Collected data
=== Begin Enclosure ===
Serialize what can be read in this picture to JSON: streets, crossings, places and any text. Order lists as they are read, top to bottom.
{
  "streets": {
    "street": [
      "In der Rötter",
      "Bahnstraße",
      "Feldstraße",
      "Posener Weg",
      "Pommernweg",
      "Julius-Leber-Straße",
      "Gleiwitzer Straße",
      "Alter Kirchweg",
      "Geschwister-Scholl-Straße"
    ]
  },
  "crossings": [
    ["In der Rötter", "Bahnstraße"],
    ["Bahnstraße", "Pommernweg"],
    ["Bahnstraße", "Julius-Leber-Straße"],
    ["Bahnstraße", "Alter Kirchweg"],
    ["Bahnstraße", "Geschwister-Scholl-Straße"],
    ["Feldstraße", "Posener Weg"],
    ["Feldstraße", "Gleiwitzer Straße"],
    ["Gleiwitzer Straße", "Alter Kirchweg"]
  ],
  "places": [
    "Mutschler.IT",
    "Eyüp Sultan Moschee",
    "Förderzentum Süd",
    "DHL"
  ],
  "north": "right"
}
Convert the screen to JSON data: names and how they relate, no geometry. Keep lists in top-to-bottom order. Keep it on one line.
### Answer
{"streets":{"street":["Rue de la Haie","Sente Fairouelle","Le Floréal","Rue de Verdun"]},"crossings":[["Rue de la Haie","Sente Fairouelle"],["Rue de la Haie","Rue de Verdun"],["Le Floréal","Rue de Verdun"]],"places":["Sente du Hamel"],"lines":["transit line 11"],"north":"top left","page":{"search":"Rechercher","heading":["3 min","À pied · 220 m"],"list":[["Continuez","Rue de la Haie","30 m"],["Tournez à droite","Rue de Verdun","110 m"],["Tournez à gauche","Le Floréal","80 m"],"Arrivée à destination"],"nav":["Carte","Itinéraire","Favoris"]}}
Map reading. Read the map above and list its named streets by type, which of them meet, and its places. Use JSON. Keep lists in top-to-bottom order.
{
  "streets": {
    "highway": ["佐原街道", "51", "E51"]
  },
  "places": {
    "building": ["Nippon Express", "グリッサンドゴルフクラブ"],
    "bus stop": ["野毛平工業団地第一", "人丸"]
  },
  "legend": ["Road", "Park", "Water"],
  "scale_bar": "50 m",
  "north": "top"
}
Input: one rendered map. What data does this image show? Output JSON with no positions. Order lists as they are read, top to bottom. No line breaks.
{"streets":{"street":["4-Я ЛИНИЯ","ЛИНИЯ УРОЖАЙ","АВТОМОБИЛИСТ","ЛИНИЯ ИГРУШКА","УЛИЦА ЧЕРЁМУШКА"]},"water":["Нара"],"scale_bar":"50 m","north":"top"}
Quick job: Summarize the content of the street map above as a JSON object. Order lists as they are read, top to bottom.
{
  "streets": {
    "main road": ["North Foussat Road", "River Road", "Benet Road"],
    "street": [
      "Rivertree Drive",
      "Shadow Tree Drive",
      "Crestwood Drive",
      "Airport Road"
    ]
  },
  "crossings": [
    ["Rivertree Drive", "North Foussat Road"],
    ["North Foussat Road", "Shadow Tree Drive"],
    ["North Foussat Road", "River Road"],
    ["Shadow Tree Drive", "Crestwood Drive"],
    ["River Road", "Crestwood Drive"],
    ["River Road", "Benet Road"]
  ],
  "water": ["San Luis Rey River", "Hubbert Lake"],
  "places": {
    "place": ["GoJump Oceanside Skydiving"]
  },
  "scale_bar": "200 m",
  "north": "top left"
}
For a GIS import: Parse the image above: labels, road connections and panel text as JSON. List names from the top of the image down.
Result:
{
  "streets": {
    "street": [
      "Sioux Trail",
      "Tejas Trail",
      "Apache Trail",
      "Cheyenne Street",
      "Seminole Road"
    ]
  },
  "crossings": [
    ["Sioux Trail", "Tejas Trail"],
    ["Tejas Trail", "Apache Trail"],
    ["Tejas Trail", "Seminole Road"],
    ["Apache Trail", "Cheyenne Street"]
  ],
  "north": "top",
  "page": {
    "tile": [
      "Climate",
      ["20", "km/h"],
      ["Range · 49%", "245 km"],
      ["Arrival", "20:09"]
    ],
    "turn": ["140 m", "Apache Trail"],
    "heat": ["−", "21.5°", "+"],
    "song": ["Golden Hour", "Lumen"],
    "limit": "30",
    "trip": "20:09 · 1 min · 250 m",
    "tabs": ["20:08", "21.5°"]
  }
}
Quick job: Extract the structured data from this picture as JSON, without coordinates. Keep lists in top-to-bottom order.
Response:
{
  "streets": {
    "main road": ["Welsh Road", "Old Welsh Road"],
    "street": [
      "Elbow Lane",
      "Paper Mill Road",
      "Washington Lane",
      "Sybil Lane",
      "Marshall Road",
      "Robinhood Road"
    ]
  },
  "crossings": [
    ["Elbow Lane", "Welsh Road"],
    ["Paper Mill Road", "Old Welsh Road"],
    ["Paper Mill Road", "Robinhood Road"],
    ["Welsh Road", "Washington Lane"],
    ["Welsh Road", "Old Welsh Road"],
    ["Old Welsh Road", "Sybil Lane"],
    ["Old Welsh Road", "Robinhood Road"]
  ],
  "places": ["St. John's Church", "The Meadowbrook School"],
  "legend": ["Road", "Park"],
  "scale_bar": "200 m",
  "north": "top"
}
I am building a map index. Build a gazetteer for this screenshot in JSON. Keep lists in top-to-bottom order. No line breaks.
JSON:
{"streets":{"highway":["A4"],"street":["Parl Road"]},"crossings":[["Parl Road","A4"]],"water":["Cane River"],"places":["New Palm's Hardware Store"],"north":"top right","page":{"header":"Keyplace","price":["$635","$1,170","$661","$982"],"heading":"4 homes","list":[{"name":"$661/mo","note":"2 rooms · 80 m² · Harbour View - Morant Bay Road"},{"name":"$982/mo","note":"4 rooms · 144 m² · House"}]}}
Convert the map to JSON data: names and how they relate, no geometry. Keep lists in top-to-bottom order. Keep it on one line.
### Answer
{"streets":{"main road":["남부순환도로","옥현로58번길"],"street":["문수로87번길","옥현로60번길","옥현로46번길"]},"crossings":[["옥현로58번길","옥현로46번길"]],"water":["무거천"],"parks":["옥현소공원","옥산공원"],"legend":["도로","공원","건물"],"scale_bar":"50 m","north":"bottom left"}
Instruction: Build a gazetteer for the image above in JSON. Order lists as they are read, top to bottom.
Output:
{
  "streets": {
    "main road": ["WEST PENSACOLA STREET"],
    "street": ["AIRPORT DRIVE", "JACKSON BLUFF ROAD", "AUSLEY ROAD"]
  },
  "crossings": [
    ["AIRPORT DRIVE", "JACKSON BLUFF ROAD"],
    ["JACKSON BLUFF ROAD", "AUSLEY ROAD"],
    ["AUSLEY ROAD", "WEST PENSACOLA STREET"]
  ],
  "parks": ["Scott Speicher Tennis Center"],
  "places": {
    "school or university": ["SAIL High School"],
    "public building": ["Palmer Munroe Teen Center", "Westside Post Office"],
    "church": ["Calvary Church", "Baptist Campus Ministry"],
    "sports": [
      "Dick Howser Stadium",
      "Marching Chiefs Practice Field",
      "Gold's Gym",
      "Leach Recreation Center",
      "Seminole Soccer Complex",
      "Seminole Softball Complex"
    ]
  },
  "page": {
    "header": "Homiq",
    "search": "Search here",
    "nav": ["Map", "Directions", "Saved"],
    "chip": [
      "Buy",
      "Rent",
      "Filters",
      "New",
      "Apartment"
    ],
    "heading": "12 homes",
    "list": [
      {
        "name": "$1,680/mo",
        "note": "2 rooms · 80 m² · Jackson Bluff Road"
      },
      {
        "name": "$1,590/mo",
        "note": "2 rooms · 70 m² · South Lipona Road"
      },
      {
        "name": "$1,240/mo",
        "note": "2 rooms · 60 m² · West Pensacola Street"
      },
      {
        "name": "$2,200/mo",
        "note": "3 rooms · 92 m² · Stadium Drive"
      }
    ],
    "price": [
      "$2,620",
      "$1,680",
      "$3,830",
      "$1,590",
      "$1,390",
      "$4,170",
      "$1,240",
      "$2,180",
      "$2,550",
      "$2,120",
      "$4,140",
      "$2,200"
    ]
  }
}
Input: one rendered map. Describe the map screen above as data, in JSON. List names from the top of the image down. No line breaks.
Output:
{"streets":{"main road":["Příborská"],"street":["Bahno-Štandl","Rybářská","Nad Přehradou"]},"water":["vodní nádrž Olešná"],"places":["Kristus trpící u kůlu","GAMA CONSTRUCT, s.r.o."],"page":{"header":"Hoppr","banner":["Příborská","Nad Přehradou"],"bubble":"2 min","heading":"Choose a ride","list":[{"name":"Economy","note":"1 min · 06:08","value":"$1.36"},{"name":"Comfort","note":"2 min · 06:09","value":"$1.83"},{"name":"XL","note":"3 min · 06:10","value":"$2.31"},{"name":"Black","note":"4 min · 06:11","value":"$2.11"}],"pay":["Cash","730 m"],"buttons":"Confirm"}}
=== End Enclosure ===
> _Requirement_
Which lines of the data contain the word "from"? Copy each one.

> _Result for this exercise_
For a GIS import: Parse the image above: labels, road connections and panel text as JSON. List names from the top of the image down.
Quick job: Extract the structured data from this picture as JSON, without coordinates. Keep lists in top-to-bottom order.
Input: one rendered map. Describe the map screen above as data, in JSON. List names from the top of the image down. No line breaks.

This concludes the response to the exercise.